More articles Wednesday 16 October 2013 3:45pm
Eleanor Catton becomes the Man Booker Prize’s youngest winner
Eleanor Catton has made literary history by becoming the youngest ever winner of the Man Booker Prize.
28 year old Catton, who hails from New Zealand, picked up the prestigious fiction award for her Victorian murder mystery The Luminaries which, at 832 pages, is also the longest ever Man Booker winner.
Set in 19th Century New Zealand during the gold rush, and following a cast of characters which includes an opium trafficker, a fortune-teller and a jailer, The Luminaries has been praised as much for its ingenious structure as it has for its gripping storyline and intriguing plots. Deeply inspired by astrological principles, the progression of the story mimics the waning of the moon, with each of the twelve chapters being half the size of its predecessor, while the characters interact with one another according to predetermined heavenly patterns.

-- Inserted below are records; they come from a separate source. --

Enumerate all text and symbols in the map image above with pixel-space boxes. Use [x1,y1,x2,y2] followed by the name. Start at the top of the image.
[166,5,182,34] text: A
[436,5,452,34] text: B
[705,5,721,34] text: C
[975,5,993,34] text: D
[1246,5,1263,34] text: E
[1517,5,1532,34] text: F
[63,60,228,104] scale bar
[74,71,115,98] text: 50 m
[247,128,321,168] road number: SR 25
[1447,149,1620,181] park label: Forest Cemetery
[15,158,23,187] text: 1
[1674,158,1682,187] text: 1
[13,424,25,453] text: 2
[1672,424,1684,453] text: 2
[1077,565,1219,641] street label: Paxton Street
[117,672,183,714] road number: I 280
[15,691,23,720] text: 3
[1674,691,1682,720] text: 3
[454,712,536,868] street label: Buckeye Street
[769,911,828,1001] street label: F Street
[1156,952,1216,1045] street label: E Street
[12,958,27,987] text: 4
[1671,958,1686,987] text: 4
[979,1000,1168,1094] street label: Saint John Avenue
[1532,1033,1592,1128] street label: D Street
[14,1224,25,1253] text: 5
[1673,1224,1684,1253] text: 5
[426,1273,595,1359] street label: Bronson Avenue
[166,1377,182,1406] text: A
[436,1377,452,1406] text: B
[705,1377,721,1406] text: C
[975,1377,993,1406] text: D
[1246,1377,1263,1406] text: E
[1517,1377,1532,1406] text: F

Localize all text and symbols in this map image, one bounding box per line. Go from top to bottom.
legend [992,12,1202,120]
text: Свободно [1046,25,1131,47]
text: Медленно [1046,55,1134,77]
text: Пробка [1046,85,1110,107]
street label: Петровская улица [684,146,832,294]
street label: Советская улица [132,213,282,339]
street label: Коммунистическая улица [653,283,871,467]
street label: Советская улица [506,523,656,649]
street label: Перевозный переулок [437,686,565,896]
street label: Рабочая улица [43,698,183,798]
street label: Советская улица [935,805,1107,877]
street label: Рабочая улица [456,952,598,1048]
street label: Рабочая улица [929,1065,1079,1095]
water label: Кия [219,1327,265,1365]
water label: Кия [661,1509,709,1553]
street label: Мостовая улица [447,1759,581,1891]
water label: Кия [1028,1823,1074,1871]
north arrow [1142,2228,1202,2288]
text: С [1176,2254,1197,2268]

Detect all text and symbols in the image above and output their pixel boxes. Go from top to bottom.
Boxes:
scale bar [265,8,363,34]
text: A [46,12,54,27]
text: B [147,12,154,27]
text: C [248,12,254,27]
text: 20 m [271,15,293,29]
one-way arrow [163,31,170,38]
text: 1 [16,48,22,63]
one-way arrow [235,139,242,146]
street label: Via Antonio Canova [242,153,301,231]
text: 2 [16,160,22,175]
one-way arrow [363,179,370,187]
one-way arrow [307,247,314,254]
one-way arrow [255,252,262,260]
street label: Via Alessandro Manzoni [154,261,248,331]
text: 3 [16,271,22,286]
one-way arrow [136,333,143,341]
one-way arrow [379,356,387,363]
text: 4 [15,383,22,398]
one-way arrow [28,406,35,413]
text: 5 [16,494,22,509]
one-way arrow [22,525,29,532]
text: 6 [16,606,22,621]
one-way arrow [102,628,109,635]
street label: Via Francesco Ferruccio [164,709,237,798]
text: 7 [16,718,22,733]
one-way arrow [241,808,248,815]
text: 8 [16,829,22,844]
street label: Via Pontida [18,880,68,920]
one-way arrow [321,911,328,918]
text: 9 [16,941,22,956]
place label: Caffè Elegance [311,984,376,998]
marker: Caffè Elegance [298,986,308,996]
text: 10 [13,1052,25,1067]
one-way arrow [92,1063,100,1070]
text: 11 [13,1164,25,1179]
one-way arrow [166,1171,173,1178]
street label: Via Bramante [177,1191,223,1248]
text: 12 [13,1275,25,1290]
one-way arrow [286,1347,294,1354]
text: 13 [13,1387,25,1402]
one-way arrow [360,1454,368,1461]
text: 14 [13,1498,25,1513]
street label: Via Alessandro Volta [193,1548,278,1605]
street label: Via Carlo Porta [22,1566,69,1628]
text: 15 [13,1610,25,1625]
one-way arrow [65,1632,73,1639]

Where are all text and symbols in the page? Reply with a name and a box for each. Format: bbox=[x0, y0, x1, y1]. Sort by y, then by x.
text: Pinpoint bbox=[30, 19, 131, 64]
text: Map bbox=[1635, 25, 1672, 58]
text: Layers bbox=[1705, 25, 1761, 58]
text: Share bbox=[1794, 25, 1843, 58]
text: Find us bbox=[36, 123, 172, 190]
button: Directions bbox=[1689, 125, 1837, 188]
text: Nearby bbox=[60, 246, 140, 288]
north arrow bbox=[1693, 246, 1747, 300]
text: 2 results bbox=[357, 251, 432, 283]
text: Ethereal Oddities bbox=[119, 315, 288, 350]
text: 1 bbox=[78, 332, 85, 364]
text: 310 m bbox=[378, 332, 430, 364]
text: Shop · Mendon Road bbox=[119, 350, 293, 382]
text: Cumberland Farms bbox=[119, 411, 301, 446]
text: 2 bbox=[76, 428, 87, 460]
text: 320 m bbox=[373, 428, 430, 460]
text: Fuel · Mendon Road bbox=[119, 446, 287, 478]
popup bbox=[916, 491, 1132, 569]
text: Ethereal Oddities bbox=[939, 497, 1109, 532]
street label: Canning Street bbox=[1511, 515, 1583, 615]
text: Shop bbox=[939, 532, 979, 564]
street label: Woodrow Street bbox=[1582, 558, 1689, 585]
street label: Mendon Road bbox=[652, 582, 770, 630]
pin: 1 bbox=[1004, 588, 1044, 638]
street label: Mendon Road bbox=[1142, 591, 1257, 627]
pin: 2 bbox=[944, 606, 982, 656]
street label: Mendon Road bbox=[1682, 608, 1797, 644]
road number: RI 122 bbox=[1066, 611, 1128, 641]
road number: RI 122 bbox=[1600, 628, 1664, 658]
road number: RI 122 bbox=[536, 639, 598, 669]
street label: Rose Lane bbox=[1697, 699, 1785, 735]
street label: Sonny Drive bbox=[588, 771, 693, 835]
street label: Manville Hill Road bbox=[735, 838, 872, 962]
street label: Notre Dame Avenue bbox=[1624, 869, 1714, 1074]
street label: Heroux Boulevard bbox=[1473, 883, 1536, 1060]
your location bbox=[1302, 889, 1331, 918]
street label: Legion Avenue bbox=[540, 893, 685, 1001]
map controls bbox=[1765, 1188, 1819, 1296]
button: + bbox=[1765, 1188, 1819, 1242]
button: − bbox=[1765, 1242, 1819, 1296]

The chair of judges Robert Macfarlane described the book as a ‘dazzling work, luminous, vast’ and ‘a book you sometimes feel lost in’.
Catton collected the £50,000 prize at a glittering ceremony in London yesterday. Speaking about the moment she was announced as the winner she said ‘it almost seemed like the rest of the room ceased to exist’.
We were thrilled to welcome Eleanor to the Edinburgh International Book Festival this August when she spoke about her work alongside debut novelist Hannah Kent.